In total, case law suggests that insurers owe a duty to exercise reasonable care for the truth when communicating with policy owners and their representatives about the contents of and benefits available under the owner's policy. The duty not to negligently misrepresent information arises, at the very least, when a person makes representations in the course of business to guide the business decisions of another. See Stotlar, 1978-NMCA-067 ¶ 12, 582 P.2d at 406. Insurers are plainly doing business when they communicate with the representative of a policy owner, alive or dead, about the insurance benefits due to the policy owner or his estate, and it is hard to imagine the purpose of such communications if not to guide the representative's decisions. It would not make sense to hold that the duty to exercise reasonable care in making these communications evaporates because the correct information to convey is that the policy owner's estate is not owed benefits. USAA was engaged in the regular business of a life insurer when it communicated with Mostoller about benefits due to Carlos's estate, and its representations were likely intended to guide her decisions as estate representative; USAA thus owed Mostoller a duty to exercise reasonable care in making those communications.
USAA's counterarguments are, at bottom, arguments to require contractual privity between parties to negligent misrepresentation claims when the underlying subject of the representations is an insurance contract. The arguments fail. It is true that “Carlos's estate” is not a party to the contract, nor is it a beneficiary entitled to Marilyn's death benefit under the rider. See [Doc. 5-1]. But the duty to exercise reasonable care in communications does not depend on a contractual relationship or entitlement to benefits - it depends on whether the communication implicates the defendant's pecuniary interest. See Restatement (Second) of Torts § 552 cmt. d (Am. L. Inst. 1977). Indeed, the idea that contractual privity is necessary to make a tort claim has long been rejected in New Mexico. See Steinberg v. Coda Robberson Constr. Co., 1968-NMSC-055 ¶ 7, 440 P.2d 798, 799. Imposing such a requirement here would also be at odds with the New Mexico Supreme Court's general position that insurers' duties are not limited only to those with whom they have signed contracts. Cf. Salas, 2009-NMSC-005 ¶ 17, 202 P.3d at 806-07. The Court thus rejects USAA's argument.

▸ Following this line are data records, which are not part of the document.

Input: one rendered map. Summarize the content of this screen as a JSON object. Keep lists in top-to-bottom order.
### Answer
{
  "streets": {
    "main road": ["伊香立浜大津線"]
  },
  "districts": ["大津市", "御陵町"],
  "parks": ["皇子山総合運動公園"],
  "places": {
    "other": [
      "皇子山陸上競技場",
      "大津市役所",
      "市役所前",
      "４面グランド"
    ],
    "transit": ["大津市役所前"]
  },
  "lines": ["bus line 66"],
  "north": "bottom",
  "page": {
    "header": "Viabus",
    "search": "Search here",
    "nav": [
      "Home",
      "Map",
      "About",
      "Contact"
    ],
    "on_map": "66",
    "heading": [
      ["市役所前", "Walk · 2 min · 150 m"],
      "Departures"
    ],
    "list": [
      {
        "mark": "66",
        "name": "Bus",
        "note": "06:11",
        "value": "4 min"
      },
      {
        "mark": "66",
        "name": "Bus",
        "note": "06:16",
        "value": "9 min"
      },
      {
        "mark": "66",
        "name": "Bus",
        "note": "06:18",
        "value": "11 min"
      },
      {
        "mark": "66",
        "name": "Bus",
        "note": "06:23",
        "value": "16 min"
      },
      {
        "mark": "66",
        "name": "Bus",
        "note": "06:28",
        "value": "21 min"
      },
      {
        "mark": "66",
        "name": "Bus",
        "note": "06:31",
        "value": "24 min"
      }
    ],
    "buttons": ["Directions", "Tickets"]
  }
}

Having established that USAA owed a duty to exercise reasonable care for the truth in its communications to Mostoller, her allegations plausibly satisfy the factual elements of her claim. She alleges: a “material representation” (see [Doc. 1-1, p. 6] (alleging USAA represented that Marilyn's death benefit would be distributed to Carlos's estate)); reliance on that representation in settlement discussions, (id. at 7); facts suggesting USAA knew or was reckless with the truth (see id. at 8 (alleging that USAA received Ramirez's claim and distributed Marilyn's death benefit concurrent with its representations to Mostoller)); and facts suggesting USAA intended Mostoller to rely on those representations. Id. at 5-6. Her allegations thus state a claim that is plausible on its face and cannot be dismissed under Rule 12(b)(6).
V. CONCLUSION AND ORDER
IT IS THEREFORE ORDERED that Defendant USAA Life Insurance Company's Motion to Dismiss Plaintiff's Original Complaint [Doc. 5] is GRANTED as to Counts I, II, III, and IV, and DENIED as to Count V.